Yelling to the Sky - SideReel Review

Yelling to the Sky - SideReel Review


Some movies are more about mood and atmosphere than character and narrative, and Yelling to the Sky is just that sort of picture. The problem, however, isn’t that the film emphasizes tone over a firm story line, but that it rarely even seems to have a story for much of its running time; filmmaker Victoria Mahoney barely explains who her characters are and what they’re supposed to be doing for most of the first third, and by the time we finally understand their actions and they begin to interact within what could be called a plot line, the movie has already wandered into a maze that it can barely escape.
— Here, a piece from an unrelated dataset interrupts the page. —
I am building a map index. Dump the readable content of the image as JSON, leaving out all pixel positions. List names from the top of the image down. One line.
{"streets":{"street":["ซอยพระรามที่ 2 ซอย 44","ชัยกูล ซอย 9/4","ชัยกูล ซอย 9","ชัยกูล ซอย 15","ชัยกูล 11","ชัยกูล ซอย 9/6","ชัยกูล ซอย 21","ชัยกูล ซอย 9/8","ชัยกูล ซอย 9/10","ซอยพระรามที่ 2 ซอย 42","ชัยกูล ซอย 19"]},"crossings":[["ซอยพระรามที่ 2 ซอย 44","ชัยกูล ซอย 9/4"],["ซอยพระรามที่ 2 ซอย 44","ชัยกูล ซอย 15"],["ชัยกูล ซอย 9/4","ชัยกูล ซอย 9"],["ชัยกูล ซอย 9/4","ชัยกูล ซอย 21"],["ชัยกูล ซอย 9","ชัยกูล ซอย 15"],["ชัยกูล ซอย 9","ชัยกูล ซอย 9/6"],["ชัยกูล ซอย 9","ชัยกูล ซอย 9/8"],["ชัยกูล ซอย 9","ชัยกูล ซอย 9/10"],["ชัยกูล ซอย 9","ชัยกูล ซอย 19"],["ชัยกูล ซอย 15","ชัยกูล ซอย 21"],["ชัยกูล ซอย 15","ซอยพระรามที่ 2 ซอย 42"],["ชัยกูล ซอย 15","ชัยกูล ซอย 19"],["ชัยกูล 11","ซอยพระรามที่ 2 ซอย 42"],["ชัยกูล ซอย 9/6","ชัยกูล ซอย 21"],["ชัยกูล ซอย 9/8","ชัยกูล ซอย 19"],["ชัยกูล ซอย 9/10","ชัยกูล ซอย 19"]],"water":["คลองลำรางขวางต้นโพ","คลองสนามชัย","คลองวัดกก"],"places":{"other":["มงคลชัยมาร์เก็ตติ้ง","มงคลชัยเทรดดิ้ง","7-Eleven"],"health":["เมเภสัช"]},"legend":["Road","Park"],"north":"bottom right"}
Yelling to the Sky stars Zoe Kravitz as Sweetness O’Hara, a teenager living in a tough neighborhood in Queens, New York. She’s a senior in high school, but acts as if she barely knows her surroundings -- or is too intimidated by them to be comfortable. Sweetness has grown up in a highly dysfunctional family, with an alcoholic, abusive father (Jason Clarke) who occasionally abandons the family and a mother (Yolonda Ross) who seems nearly catatonic and sometimes simply wanders off. This leaves Sweetness and her older sister Ola (Antonique Smith) to fend for themselves, which is made even more difficult since Ola has a baby of her own to look after. The siblings also have to deal with a local gang of violent, streetwise young women led by Latonya (Gabourey Sidibe), who seems especially fond of heaping abuse on Sweetness. As life becomes harder for Sweetness on all fronts, she begins to change -- she sheds her naivete and starts dealing drugs and engaging in petty crime in order to bring some money into the household. She also gains a posse, led by two of Latonya’s former underlings, Jojo (Sonequa Martin) and Fatima (Shareeka Epps), and learns to dish out the sort of punishment she once had to take. But Sweetness’ new life is full of danger, and she soon realizes she needs to get away and make something of herself before it’s too late.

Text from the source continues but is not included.